** Action item **
Provide the number of lines of the records that include "Sort", with no other content.

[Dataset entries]
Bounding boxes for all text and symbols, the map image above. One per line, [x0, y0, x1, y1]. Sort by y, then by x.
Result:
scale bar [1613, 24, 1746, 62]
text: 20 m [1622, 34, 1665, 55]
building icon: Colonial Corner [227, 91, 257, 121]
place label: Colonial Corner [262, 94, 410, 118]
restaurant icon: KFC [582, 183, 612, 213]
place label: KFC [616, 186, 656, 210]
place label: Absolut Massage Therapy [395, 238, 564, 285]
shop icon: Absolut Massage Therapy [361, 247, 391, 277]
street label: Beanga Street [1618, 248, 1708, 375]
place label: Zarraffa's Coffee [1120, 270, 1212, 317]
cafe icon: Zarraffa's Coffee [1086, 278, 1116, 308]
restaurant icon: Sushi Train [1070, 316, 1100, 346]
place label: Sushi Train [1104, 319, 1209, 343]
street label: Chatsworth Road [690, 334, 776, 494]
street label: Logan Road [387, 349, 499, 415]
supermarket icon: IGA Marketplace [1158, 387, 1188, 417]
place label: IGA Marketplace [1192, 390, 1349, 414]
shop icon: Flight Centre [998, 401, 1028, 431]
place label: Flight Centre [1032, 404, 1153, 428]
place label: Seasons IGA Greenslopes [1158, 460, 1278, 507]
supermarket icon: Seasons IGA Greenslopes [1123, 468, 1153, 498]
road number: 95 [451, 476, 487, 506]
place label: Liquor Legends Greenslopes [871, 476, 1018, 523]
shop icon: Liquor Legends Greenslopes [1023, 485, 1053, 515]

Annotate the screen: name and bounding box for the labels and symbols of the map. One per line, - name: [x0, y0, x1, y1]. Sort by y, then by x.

** Answer box **
2